Saved entries:
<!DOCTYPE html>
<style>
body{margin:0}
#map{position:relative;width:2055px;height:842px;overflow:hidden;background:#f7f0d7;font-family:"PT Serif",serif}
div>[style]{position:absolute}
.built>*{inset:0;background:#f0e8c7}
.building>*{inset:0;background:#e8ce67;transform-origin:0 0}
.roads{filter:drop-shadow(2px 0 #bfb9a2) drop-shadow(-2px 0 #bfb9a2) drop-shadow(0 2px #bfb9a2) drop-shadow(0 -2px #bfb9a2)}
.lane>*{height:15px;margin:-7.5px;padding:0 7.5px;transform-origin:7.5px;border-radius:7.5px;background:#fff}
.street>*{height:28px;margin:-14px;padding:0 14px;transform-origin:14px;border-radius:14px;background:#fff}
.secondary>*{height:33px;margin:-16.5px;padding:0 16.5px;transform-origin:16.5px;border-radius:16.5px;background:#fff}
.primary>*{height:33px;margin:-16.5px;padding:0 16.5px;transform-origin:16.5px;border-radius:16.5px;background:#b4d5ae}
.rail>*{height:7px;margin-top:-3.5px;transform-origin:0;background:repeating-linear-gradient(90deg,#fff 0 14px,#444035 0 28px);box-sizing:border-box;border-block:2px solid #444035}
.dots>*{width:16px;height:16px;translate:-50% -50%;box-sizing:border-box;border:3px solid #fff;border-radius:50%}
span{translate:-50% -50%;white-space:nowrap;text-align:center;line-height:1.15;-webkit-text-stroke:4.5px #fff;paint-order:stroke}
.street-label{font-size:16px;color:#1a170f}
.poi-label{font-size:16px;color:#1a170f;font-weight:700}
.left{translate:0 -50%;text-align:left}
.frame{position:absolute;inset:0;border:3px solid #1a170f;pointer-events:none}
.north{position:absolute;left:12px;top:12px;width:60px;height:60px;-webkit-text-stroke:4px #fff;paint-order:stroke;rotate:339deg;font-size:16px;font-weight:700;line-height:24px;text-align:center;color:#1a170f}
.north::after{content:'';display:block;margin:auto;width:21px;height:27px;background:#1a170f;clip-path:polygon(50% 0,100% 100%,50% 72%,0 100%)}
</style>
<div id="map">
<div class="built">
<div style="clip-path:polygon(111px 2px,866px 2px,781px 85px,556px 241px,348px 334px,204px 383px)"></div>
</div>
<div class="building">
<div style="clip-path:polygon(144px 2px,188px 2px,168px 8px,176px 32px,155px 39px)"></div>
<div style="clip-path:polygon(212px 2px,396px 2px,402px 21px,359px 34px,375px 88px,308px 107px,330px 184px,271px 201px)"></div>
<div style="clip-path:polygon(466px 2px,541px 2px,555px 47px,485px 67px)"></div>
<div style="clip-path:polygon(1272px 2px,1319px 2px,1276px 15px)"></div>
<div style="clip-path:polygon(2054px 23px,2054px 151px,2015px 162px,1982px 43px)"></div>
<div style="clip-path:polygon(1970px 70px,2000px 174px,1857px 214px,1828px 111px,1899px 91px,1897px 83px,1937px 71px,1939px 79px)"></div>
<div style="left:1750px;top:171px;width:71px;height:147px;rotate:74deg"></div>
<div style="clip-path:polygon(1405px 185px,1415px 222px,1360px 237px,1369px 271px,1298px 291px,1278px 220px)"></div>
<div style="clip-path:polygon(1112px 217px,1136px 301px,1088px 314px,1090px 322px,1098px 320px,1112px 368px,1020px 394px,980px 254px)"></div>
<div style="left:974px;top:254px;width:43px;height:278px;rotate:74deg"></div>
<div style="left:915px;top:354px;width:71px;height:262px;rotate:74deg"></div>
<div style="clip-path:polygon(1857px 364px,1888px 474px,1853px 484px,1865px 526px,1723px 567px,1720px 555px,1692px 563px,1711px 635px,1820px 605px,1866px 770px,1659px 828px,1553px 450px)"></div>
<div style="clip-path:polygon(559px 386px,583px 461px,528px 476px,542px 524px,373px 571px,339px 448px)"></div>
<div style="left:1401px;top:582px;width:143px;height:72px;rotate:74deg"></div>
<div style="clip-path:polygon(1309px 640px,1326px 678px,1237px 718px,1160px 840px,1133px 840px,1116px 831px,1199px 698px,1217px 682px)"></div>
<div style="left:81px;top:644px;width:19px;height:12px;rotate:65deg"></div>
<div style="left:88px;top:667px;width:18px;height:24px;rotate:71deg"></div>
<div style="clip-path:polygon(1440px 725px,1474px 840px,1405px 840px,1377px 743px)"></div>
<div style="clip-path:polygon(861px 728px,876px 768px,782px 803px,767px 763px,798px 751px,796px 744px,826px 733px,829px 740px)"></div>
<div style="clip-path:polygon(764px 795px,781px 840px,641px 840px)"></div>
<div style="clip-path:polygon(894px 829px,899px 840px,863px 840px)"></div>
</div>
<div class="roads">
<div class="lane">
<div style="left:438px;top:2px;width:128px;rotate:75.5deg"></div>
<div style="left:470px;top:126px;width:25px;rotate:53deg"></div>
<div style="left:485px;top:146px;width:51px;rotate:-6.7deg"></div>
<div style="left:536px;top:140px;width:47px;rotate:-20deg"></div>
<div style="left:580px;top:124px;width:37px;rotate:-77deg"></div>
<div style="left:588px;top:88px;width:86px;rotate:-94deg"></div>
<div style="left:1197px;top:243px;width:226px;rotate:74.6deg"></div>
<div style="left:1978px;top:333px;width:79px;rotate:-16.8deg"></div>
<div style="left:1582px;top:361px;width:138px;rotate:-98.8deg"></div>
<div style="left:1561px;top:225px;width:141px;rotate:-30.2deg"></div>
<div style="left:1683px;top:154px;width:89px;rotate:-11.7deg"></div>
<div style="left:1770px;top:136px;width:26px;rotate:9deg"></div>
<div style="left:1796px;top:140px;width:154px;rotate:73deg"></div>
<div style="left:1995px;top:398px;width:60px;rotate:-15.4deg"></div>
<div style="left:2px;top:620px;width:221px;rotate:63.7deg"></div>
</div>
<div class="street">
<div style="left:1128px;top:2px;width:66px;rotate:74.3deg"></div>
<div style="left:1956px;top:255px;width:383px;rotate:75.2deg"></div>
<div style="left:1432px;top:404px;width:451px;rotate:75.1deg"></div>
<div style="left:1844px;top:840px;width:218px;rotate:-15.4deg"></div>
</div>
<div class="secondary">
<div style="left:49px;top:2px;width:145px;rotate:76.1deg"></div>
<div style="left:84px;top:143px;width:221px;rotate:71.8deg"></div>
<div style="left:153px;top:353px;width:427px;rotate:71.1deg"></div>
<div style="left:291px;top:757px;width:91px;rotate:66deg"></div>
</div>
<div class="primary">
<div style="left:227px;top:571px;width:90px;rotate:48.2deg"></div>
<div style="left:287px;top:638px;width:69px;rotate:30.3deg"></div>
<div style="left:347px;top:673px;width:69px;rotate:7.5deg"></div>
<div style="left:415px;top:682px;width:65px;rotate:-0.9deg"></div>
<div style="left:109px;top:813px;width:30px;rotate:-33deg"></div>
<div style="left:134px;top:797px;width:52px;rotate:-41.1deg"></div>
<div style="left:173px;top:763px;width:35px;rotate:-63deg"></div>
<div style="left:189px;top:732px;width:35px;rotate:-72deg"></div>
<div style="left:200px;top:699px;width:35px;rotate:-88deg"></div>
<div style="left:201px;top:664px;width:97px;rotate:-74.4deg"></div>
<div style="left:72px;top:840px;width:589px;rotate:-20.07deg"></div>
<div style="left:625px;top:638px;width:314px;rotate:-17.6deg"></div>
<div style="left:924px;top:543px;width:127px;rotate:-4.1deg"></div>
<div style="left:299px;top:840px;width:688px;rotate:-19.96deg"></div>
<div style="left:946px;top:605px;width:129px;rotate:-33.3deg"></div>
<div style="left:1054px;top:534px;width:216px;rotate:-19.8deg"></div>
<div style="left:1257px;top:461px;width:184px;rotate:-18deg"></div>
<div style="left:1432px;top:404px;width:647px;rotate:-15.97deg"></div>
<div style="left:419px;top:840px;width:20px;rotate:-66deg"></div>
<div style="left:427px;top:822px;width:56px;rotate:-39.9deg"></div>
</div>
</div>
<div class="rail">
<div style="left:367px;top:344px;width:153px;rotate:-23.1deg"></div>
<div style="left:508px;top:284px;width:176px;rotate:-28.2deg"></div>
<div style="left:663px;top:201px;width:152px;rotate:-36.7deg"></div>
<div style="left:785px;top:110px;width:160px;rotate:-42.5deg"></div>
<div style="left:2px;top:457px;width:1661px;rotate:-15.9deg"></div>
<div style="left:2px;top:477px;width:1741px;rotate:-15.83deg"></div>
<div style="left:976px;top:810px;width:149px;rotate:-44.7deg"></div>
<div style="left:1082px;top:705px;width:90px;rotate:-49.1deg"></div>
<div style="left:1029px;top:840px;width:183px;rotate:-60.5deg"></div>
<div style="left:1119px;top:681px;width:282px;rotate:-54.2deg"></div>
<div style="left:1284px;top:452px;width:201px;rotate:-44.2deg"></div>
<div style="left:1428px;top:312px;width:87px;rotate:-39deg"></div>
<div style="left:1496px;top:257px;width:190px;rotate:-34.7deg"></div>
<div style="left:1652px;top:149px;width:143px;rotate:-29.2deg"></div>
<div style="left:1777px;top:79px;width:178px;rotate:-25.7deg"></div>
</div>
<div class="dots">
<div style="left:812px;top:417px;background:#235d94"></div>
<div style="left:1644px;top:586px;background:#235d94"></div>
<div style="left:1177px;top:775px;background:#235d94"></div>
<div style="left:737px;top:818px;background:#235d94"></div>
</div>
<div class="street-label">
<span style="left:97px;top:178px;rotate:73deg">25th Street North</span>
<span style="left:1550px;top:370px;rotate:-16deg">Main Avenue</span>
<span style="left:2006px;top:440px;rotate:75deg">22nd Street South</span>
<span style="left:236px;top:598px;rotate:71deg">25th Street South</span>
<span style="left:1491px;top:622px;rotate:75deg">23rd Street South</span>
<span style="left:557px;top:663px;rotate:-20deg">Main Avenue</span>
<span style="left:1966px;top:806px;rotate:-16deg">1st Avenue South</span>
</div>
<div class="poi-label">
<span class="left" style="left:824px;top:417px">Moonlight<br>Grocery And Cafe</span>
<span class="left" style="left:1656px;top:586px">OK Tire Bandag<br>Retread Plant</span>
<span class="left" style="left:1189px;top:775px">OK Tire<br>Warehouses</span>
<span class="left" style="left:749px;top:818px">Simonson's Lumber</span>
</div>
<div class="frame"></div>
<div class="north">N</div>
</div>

* * *

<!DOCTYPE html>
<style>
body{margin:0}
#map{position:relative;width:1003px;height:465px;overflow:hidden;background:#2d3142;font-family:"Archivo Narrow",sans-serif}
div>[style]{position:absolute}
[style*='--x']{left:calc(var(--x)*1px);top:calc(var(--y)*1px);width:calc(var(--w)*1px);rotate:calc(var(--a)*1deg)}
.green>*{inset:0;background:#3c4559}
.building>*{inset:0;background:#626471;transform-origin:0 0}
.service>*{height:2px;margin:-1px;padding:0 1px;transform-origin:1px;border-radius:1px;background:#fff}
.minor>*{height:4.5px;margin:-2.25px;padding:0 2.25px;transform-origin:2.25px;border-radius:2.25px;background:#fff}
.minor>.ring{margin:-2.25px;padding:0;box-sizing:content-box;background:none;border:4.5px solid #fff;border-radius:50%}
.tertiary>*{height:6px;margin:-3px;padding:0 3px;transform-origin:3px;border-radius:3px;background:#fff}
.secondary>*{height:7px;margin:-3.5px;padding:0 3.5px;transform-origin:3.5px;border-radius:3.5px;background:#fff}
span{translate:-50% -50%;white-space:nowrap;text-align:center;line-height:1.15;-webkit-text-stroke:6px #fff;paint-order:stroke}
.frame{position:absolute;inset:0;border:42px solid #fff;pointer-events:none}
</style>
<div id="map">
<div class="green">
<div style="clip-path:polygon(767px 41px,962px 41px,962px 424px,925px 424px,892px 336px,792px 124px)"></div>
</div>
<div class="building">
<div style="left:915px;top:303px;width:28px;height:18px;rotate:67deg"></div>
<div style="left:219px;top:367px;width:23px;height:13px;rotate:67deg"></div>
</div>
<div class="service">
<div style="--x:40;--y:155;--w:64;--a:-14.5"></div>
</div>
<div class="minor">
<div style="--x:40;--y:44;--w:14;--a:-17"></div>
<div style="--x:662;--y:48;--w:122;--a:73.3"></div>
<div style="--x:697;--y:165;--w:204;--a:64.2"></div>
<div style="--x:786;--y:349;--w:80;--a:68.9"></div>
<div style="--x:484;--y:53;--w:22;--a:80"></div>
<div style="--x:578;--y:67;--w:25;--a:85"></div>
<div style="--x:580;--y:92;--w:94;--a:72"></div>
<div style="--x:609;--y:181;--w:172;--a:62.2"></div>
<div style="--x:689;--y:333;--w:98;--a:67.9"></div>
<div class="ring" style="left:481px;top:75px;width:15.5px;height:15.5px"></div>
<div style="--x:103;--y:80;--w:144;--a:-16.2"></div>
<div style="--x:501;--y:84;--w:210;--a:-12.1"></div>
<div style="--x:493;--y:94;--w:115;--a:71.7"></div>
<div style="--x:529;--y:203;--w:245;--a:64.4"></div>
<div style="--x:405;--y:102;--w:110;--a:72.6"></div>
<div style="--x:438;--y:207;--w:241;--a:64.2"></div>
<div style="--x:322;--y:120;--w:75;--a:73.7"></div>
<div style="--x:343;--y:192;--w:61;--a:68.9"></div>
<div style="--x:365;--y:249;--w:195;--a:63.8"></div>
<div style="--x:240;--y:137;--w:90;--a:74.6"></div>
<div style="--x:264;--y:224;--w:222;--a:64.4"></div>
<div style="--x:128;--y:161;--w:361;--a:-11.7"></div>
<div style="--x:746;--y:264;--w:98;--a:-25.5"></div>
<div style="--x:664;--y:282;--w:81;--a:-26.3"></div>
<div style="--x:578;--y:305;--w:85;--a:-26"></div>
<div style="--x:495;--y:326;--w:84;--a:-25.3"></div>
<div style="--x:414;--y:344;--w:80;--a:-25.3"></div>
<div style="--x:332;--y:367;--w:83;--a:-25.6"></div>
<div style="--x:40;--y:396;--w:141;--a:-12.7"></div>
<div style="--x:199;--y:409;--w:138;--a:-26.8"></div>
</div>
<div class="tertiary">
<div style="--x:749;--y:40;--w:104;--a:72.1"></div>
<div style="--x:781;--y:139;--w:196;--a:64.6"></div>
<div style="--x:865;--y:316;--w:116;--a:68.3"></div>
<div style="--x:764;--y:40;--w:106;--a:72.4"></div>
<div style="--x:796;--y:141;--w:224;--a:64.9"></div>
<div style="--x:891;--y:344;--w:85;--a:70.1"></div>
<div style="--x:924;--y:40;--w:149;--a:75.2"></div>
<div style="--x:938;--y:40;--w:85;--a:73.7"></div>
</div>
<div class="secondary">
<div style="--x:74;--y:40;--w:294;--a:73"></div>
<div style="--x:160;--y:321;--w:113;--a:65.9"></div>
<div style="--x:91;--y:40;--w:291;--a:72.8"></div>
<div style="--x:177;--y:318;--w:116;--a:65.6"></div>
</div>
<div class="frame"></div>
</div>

About this task -
Wherever the word "lane" appears in the records above, copy that line.

Solution for this task -
.lane>*{height:15px;margin:-7.5px;padding:0 7.5px;transform-origin:7.5px;border-radius:7.5px;background:#fff}
<div class="lane">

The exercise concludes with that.